Prostate cancer digital rectal examination screening is not enough

  • News
  • Published on

    Reading 3 mins.

    Digital rectal examination, a common method of detecting prostate cancer, is not precise enough to be reliable, scientists announce at a urology conference. These call for a change of procedure.

    Widely used by healthcare professionals to detect early prostate cancer, the digital rectal examination (using a finger) is particularly used to look for a physical sign that is eloquent to the touch, such as an unusual swelling. or bumps in the rectum. But new research by German scientists from a trial called PROBASE suggests that the technique can miss many cancers in their early stages, when the notion of precocity is paramount in the management of this cancer. Their results are presented today at the Annual Congress of the European Association of Urology in Milan.

    Blood test picks up 4 times more cases

    The trial in question was conducted by 4 German university sites, involving 46,495 men aged 45 who were enrolled between 2014 and 2019. The men have since been followed to assess their health in the years following screening.

    Half of the trial participants were offered a prostate-specific antigen (PSA) blood test immediately at age 45, while the other half were initially offered a digital rectal examination with delayed PSA screening at 50 years old.

    Ultimately, 6,537 men in the delayed screening group underwent digital rectal examinations and only 57 of these men were referred for follow-up biopsy due to suspicious results. Only three were diagnosed with cancer. A relatively low rate, it seems, compared to the detection rate using other methods.

    “The fingertip gave a negative result in 99% of cases and even those who were deemed suspicious had a low detection rate.“, explains Dr. Krilaviciute lead author of the study. “The results we saw from the PROBASE trial show that the PSA test at age 45 detected four times as many prostate cancers.”

    Changes too slight to spot on your finger

    Why would this review be unreliable? The researchers posit one reason in particular: in younger men especially, changes in prostate tissue may be too slight to detect.
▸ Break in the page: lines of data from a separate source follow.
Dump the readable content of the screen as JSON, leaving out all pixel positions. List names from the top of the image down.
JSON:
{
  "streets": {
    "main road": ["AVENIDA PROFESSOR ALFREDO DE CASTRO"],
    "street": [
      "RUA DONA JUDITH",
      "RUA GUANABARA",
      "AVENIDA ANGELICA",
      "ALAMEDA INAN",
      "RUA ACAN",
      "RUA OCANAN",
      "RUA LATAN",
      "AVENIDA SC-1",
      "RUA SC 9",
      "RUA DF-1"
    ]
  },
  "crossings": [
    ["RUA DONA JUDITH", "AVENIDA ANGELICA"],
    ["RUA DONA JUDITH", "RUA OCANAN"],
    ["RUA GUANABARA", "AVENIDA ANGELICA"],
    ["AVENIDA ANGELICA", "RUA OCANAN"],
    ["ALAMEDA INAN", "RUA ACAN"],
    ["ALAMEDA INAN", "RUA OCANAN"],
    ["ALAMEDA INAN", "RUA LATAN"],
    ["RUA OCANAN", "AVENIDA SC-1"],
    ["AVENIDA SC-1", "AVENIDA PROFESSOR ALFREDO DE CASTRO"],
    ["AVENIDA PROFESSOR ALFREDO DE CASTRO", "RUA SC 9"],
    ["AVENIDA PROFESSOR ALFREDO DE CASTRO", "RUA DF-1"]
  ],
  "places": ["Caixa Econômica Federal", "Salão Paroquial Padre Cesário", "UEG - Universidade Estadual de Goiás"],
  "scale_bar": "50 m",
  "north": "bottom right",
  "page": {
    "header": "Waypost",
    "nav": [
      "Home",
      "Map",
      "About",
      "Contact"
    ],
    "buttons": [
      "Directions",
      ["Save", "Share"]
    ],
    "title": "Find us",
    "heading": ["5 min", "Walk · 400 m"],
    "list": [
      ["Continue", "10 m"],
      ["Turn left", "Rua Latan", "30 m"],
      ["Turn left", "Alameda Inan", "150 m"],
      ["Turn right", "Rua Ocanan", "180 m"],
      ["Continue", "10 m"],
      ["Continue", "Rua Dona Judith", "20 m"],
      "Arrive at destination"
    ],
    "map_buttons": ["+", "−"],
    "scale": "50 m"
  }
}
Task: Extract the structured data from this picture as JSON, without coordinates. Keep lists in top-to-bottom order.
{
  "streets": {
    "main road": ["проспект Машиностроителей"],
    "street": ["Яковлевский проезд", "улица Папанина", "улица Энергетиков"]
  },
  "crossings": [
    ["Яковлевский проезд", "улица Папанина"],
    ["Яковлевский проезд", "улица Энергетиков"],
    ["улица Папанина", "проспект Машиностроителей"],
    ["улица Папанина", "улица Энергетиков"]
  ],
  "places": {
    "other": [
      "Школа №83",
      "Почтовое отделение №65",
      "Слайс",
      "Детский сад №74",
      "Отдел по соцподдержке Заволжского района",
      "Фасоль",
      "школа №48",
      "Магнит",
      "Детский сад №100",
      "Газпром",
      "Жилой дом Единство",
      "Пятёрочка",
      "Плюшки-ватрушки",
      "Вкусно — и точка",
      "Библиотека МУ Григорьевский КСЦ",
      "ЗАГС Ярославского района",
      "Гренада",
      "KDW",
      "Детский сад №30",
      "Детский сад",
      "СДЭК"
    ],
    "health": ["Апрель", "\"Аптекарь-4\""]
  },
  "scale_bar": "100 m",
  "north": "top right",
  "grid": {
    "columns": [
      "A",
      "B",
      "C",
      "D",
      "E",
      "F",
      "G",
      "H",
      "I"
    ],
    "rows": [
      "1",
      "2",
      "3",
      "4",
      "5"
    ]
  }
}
In addition, some cancers arise in a part of the prostate that is difficult to reach with a finger.

    “Early-stage cancer may not have the size and stiffness necessary to be palpable,” confirms Professor Peter Albers, also an author. “A separate analysis that used MRI scans before biopsies to locate prostate cancers showed that around 80% of them are in an area that should be easy to reach with a finger and that the cancers don’t were still not detectable by touch”.

    PSA + MRI for more precise screening… and less inconvenient

    Thus, researchers are now advocating for the widespread use of PSA tests and MRIs in screening programs instead of digital rectal examination. A change in procedure which could also regulate another aspect of the screening: many men who evade it, put off by the rectal examination. “In Germany, for example, the participation rate is less than 20% in the screening program for men aged 45 to 50. If we were to offer PSA tests instead, more of them might be willing to come” confirm the researchers.

    The important thing is to promote access to early screening: in France around 50,000 new cases of prostate cancer are detected each year. The earlier they are perceived, the more favorable the vital prognosis.

    In France, no systematic screening for prostate cancer

    According to the High Authority for Health, the benefit of screening for prostate cancer has not been clearly demonstrated: in other words, we do not know if it makes it possible to avoid deaths linked to prostate cancer, for lack of concordant conclusions. between the two international studies conducted on the subject.

    To date in France (but also abroad), the health authorities do not recommend systematic screening for prostate cancer by measuring the PSA (prostate specific antigen) in men without symptoms.

    Nevertheless, this screening can be discussed on a case-by-case basis with your doctor, who will have to discuss with you the advantages and disadvantages of the screening examinations and their consequences.